▶ **PROVIDED INFORMATION**:
-=-=-
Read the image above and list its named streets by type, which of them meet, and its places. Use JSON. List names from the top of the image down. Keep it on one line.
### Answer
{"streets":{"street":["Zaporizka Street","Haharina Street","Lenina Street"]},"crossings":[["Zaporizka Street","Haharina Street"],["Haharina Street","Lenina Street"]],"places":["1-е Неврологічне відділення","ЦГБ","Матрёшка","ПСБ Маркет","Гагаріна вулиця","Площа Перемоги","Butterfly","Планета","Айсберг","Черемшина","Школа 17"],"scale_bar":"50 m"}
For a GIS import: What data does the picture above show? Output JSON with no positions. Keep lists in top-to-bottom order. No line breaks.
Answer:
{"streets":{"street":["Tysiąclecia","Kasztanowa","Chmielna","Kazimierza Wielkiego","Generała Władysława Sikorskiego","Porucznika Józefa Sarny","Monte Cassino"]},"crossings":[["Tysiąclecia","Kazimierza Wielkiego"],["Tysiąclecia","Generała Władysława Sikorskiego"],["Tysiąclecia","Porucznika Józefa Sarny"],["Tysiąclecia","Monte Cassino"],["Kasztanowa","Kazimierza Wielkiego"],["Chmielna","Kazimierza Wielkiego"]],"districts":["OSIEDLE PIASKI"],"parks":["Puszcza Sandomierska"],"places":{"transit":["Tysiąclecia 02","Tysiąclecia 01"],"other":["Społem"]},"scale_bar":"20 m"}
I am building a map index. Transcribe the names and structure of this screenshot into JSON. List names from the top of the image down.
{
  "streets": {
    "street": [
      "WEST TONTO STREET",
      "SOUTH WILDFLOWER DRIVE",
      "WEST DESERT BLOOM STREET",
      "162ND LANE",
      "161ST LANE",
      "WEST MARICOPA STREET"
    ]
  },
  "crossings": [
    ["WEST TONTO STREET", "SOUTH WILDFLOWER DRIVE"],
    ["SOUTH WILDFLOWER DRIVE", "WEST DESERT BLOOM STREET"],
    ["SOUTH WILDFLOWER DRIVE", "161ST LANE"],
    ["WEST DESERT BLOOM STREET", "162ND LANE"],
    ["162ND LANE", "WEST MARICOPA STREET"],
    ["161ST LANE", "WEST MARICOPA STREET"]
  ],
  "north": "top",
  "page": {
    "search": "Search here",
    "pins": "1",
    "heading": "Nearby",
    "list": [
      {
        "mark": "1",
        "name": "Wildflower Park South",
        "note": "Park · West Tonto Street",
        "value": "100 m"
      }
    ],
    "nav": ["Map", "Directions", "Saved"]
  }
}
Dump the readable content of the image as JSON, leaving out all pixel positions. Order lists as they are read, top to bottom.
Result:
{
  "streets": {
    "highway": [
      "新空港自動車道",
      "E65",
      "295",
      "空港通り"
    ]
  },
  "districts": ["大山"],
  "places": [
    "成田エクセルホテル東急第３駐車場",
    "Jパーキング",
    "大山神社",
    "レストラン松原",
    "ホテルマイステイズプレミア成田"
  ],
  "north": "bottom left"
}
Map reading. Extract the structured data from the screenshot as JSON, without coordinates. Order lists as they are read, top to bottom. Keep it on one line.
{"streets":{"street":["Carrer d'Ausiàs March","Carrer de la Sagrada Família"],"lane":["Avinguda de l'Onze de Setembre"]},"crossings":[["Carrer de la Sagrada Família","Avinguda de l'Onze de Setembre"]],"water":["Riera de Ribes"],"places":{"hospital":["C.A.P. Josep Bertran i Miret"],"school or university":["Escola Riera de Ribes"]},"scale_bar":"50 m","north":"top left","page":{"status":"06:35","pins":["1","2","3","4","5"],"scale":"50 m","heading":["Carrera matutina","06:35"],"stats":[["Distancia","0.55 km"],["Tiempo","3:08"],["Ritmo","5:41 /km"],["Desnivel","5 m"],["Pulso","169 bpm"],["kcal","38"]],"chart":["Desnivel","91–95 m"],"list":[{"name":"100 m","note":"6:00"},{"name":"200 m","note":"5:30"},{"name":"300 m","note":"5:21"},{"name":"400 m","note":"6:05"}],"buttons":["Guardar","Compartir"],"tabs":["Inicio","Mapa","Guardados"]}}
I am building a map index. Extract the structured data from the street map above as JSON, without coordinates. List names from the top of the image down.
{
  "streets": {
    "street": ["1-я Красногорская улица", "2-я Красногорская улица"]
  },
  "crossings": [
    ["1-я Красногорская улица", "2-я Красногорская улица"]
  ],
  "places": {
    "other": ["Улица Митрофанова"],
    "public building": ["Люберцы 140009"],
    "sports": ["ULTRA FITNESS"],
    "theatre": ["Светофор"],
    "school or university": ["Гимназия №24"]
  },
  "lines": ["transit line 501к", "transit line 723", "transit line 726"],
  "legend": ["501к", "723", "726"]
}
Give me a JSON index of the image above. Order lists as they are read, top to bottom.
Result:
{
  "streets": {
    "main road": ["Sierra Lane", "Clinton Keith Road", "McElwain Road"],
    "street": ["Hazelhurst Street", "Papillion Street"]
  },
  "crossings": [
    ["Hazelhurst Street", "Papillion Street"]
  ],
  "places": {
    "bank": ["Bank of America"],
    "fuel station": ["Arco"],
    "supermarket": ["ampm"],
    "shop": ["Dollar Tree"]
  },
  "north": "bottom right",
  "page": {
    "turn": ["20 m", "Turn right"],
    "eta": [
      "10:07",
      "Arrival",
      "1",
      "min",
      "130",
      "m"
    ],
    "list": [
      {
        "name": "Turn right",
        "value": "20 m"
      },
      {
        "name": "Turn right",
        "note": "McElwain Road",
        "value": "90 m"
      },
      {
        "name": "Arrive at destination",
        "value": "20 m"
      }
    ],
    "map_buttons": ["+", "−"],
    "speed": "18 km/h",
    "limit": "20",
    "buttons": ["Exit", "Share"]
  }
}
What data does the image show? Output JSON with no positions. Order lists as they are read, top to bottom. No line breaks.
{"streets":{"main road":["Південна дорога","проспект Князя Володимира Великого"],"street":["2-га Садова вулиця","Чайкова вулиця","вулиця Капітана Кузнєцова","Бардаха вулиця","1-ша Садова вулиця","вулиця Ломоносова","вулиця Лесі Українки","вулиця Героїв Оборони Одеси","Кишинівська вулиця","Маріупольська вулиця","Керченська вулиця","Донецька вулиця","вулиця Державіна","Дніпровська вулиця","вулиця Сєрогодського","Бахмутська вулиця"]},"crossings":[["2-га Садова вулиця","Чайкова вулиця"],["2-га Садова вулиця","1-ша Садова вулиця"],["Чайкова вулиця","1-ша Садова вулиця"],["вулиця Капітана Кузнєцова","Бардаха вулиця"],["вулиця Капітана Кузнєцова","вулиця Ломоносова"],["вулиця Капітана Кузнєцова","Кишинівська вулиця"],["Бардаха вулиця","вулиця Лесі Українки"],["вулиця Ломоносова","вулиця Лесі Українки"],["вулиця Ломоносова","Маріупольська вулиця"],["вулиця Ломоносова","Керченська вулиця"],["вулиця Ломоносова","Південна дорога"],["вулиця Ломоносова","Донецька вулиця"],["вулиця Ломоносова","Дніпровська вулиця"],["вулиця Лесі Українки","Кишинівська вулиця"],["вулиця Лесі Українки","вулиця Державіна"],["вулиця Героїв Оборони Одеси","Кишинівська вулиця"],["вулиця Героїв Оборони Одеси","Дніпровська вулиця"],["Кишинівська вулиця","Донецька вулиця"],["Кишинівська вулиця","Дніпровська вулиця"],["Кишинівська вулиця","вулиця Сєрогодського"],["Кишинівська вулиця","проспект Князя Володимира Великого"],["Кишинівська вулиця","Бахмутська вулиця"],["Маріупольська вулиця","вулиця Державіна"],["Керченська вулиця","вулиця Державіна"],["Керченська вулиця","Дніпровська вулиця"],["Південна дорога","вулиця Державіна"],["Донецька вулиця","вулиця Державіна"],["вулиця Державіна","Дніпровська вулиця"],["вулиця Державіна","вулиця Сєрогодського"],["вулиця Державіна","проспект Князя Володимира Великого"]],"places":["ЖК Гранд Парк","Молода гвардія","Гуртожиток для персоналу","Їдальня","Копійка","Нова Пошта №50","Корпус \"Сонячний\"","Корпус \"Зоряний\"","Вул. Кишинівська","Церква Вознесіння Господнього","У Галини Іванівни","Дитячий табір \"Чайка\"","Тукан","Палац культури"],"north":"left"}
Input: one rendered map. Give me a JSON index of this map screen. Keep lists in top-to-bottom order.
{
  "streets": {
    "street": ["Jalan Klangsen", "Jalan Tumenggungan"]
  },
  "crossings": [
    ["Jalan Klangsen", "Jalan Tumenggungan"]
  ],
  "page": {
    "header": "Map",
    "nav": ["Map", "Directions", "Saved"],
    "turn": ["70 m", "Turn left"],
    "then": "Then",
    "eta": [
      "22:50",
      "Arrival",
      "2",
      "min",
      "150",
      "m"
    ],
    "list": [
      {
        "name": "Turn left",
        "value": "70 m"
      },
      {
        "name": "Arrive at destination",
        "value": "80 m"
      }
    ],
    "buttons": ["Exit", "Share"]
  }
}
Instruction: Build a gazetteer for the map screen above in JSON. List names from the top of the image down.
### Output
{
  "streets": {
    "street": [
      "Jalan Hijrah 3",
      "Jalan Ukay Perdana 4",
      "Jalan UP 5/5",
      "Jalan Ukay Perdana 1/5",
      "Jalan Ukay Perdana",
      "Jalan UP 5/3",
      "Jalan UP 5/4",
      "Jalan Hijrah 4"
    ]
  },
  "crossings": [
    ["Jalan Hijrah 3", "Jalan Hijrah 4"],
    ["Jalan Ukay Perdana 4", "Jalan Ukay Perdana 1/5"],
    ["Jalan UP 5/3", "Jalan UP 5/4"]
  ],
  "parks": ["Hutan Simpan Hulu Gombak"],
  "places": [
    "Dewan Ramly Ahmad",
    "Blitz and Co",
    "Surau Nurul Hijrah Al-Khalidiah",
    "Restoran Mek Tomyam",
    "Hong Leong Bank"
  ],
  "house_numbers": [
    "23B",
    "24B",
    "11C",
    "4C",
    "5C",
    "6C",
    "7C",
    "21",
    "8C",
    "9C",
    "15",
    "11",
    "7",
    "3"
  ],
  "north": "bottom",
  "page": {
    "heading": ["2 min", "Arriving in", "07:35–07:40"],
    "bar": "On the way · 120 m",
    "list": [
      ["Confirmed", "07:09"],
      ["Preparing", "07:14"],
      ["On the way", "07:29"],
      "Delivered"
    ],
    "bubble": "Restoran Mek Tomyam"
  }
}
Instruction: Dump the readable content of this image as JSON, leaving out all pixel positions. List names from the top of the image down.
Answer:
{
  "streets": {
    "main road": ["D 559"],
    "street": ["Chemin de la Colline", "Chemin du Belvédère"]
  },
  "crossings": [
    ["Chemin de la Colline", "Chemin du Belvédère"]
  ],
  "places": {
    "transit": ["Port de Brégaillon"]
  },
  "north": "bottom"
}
-=-=-
▶ **TASK GOAL**: The line above containing "Input: one rendered", the line containing "Instruction: Build a", and every line between them are to be transcribed exactly; no other line is wanted.

▶ **TASK ANSWER**:
Input: one rendered map. Give me a JSON index of this map screen. Keep lists in top-to-bottom order.
{
  "streets": {
    "street": ["Jalan Klangsen", "Jalan Tumenggungan"]
  },
  "crossings": [
    ["Jalan Klangsen", "Jalan Tumenggungan"]
  ],
  "page": {
    "header": "Map",
    "nav": ["Map", "Directions", "Saved"],
    "turn": ["70 m", "Turn left"],
    "then": "Then",
    "eta": [
      "22:50",
      "Arrival",
      "2",
      "min",
      "150",
      "m"
    ],
    "list": [
      {
        "name": "Turn left",
        "value": "70 m"
      },
      {
        "name": "Arrive at destination",
        "value": "80 m"
      }
    ],
    "buttons": ["Exit", "Share"]
  }
}
Instruction: Build a gazetteer for the map screen above in JSON. List names from the top of the image down.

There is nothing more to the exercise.